» **Work required**
Return every line of the listing below so that it matches the original exactly.

» **Information given**
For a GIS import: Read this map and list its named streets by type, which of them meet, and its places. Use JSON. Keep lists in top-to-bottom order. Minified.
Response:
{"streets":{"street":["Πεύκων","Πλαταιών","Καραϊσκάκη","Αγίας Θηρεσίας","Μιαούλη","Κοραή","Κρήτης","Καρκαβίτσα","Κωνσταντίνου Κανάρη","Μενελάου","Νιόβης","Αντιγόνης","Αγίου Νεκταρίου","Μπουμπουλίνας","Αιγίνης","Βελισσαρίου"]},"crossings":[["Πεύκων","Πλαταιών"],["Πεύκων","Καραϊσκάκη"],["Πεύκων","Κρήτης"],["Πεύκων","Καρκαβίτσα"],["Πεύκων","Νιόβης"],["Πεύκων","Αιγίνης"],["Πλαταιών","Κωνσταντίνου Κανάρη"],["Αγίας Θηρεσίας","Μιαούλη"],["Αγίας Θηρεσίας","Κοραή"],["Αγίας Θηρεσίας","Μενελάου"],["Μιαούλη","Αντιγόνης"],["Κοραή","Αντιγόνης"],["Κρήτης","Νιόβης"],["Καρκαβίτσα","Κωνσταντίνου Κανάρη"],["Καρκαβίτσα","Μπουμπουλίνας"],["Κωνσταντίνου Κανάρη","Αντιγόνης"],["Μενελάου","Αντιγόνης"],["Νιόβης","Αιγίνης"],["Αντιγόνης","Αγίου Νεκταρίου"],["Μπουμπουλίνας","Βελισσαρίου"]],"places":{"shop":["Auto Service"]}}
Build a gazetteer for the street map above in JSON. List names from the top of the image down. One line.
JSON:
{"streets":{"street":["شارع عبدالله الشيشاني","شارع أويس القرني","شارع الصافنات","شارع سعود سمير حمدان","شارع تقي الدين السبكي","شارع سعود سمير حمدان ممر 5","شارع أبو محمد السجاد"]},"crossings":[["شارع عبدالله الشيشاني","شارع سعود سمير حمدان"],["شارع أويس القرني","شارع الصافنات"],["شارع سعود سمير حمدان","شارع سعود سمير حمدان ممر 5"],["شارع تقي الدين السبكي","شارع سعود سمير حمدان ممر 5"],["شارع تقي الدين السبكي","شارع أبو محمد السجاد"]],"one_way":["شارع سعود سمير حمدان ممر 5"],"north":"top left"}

» **Task result**
For a GIS import: Read this map and list its named streets by type, which of them meet, and its places. Use JSON. Keep lists in top-to-bottom order. Minified.
Response:
{"streets":{"street":["Πεύκων","Πλαταιών","Καραϊσκάκη","Αγίας Θηρεσίας","Μιαούλη","Κοραή","Κρήτης","Καρκαβίτσα","Κωνσταντίνου Κανάρη","Μενελάου","Νιόβης","Αντιγόνης","Αγίου Νεκταρίου","Μπουμπουλίνας","Αιγίνης","Βελισσαρίου"]},"crossings":[["Πεύκων","Πλαταιών"],["Πεύκων","Καραϊσκάκη"],["Πεύκων","Κρήτης"],["Πεύκων","Καρκαβίτσα"],["Πεύκων","Νιόβης"],["Πεύκων","Αιγίνης"],["Πλαταιών","Κωνσταντίνου Κανάρη"],["Αγίας Θηρεσίας","Μιαούλη"],["Αγίας Θηρεσίας","Κοραή"],["Αγίας Θηρεσίας","Μενελάου"],["Μιαούλη","Αντιγόνης"],["Κοραή","Αντιγόνης"],["Κρήτης","Νιόβης"],["Καρκαβίτσα","Κωνσταντίνου Κανάρη"],["Καρκαβίτσα","Μπουμπουλίνας"],["Κωνσταντίνου Κανάρη","Αντιγόνης"],["Μενελάου","Αντιγόνης"],["Νιόβης","Αιγίνης"],["Αντιγόνης","Αγίου Νεκταρίου"],["Μπουμπουλίνας","Βελισσαρίου"]],"places":{"shop":["Auto Service"]}}
Build a gazetteer for the street map above in JSON. List names from the top of the image down. One line.
JSON:
{"streets":{"street":["شارع عبدالله الشيشاني","شارع أويس القرني","شارع الصافنات","شارع سعود سمير حمدان","شارع تقي الدين السبكي","شارع سعود سمير حمدان ممر 5","شارع أبو محمد السجاد"]},"crossings":[["شارع عبدالله الشيشاني","شارع سعود سمير حمدان"],["شارع أويس القرني","شارع الصافنات"],["شارع سعود سمير حمدان","شارع سعود سمير حمدان ممر 5"],["شارع تقي الدين السبكي","شارع سعود سمير حمدان ممر 5"],["شارع تقي الدين السبكي","شارع أبو محمد السجاد"]],"one_way":["شارع سعود سمير حمدان ممر 5"],"north":"top left"}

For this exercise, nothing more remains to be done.